My father lived through the Depression; my mother was the daughter of immigrants, and neither one held a high school diploma. They both made their mark on the word through perseverance and endless hard work. In fact, I was always taught that the only way I would achieve success was through long hours and hard work.
Coming from Chicago, the epicenter for unions and blue-collar jobs, it’s been difficult to shake the ideals I’ve been raised with, but our culture’s reverence for hard work has transitioned since we’ve entered the digital revolution. In the last 25 years, we’ve begun to trust and even rely on technology to more effectively communicate, manage our time, and help us multitask. Today, leaders must recognize the difference between working hard and working smart; not just for themselves, but also for those they lead. Here are a few tips to reduce your work stress by increasing your productivity:
Prioritize everything that needs to be done. Before plunging in headfirst, allow yourself ample time to determine how every detail is accomplished on time and accurately.

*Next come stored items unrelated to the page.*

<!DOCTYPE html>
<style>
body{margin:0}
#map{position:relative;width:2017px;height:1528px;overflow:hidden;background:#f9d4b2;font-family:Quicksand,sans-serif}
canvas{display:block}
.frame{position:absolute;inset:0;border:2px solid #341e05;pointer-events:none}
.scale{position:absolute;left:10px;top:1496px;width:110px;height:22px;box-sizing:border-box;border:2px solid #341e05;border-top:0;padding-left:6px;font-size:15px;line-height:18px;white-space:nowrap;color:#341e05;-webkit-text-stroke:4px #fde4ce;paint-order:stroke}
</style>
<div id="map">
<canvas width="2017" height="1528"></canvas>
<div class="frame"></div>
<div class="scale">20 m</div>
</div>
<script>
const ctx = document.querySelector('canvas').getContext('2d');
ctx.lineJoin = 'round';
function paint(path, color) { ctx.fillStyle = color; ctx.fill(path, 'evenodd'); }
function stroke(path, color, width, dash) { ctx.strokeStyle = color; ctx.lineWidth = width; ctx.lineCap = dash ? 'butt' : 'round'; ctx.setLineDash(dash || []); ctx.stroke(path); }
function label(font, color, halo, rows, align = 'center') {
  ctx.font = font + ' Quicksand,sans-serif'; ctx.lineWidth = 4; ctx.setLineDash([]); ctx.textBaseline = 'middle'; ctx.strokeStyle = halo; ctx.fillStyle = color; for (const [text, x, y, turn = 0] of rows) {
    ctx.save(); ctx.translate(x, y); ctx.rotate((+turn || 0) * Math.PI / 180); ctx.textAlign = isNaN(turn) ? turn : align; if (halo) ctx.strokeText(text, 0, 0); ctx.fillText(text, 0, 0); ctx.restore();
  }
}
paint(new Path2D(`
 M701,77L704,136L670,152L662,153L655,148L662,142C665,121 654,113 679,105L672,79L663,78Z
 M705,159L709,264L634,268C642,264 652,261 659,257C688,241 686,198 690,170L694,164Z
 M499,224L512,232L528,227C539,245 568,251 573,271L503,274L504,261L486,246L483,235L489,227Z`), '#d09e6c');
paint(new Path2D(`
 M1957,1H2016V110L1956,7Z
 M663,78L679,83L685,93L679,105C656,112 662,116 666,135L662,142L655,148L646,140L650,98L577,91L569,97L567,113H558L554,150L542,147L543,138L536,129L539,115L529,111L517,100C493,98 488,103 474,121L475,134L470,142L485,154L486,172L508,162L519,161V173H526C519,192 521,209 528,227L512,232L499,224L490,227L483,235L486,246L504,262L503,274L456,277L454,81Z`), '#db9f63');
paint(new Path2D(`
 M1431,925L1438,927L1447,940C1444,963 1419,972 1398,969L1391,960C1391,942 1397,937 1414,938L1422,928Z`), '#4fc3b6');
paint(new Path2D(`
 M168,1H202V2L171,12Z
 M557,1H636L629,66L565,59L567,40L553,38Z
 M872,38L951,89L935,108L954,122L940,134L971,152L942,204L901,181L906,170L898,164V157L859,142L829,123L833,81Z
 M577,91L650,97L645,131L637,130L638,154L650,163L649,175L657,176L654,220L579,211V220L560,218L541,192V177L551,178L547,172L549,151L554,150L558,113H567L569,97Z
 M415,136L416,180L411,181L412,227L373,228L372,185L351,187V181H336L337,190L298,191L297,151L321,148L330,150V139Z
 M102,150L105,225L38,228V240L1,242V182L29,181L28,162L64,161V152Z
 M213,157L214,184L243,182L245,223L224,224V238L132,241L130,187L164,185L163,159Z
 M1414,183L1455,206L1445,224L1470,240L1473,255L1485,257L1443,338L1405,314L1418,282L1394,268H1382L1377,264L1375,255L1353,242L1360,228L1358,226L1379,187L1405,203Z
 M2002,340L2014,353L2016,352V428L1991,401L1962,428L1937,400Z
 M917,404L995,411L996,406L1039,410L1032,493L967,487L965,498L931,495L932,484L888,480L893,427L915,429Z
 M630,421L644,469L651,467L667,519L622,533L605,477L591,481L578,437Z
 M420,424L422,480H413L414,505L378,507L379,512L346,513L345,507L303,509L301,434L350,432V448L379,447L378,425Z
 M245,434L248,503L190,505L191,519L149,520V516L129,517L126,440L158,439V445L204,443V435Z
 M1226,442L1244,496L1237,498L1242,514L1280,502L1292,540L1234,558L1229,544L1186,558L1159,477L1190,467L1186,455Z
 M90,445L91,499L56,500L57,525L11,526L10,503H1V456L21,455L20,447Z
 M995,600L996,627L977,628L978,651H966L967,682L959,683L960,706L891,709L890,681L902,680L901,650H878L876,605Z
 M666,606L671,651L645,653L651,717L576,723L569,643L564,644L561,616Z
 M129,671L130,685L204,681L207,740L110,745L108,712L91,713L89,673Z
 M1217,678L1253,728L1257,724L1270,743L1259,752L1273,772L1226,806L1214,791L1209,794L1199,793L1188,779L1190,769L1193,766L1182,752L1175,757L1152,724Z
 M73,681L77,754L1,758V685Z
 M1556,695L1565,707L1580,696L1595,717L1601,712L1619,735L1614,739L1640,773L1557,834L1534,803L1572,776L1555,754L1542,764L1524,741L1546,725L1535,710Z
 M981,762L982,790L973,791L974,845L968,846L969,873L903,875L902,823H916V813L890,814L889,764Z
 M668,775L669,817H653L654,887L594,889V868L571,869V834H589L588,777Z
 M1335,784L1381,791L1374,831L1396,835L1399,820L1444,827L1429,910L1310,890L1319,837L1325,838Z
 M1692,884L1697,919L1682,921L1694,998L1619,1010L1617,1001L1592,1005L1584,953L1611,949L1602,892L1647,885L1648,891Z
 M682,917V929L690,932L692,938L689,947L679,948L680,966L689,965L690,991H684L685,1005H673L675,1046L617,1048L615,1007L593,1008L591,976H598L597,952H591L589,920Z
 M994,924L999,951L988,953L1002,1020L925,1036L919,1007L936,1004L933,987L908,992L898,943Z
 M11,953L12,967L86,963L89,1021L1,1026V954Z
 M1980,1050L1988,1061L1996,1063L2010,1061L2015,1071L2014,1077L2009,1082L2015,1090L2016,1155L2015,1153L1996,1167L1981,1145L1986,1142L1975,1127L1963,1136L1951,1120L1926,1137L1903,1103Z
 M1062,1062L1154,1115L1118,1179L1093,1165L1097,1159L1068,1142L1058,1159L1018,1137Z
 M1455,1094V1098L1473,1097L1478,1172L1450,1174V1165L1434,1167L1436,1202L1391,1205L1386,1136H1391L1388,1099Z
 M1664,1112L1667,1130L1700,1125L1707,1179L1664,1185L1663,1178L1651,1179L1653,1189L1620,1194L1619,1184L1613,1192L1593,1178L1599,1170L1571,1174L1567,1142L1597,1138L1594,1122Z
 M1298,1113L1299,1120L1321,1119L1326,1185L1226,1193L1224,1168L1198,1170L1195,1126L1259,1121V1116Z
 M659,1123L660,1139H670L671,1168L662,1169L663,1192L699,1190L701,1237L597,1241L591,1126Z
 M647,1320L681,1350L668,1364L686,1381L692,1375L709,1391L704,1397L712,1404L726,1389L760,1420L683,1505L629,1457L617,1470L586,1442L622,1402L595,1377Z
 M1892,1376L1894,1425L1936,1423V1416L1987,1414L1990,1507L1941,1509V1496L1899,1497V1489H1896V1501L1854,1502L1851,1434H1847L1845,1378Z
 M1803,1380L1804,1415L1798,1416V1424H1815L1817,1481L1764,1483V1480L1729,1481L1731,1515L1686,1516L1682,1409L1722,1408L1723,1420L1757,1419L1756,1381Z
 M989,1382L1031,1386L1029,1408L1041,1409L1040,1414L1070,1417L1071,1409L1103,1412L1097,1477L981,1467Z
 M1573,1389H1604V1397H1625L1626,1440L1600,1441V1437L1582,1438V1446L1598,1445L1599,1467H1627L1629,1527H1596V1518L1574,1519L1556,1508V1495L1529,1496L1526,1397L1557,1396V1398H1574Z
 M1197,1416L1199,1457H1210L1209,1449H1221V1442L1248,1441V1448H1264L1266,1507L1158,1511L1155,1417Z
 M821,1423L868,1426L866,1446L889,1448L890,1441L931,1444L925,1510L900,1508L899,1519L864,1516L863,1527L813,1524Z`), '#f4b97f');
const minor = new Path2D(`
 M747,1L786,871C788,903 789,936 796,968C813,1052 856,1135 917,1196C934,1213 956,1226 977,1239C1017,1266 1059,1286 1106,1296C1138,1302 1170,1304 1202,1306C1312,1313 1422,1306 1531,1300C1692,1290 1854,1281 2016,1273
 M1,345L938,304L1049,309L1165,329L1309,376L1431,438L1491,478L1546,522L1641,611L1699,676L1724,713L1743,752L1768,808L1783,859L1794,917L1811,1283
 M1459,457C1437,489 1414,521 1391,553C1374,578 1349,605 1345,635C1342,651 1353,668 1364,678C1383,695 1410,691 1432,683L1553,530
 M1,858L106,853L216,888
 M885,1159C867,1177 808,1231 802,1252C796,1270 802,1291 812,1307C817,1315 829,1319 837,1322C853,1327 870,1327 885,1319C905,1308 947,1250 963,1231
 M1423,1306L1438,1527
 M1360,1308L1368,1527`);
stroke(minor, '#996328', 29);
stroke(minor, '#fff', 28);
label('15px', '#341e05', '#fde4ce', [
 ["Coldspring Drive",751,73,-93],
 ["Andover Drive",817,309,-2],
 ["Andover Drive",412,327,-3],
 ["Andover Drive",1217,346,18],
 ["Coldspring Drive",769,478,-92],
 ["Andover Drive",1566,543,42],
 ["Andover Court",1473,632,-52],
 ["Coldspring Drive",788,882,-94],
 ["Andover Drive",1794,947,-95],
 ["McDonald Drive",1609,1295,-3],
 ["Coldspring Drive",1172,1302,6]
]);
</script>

Create a daily checklist. Write down a checklist every morning and follow it. This will prevent you from losing focus, and can include your ideas and thoughts on how to better your department or a particular project.
Ask the right questions. Before you jump into a project, fully understand what is required of you by asking what, who, when, where and why. Understand the strategy behind the request and determine if it meets the company’s mission. Don’t be an order taker, but an influencer that can exercise your expertise to make the project more successful.
Organize your email requests. To avoid endless emails from an individual that monopolizes your day, create a special inbox where their emails will be automatically directed. Once this new inbox is set, you can access their emails when it is convenient for you to review.
Learn to say no. This can be difficult if you’re new on the job or just an affable person, but over-scheduling yourself does not do you or your direct reports any good. Be realistic about what you can accomplish in a single day. If you are asked to accomplish a task in an unrealistic timeframe notify the requestor that this situation will be handled but you won’t accept last minute requests that are not a priority in the future.
The benefits of working smart are profound: better health, sometimes better pay, a pleasurable work/life balance, more energy, exceptional productivity, and work satisfaction. The most successful people work hard, but also smart and develop systems every day to make their workplace and daily lives more efficient.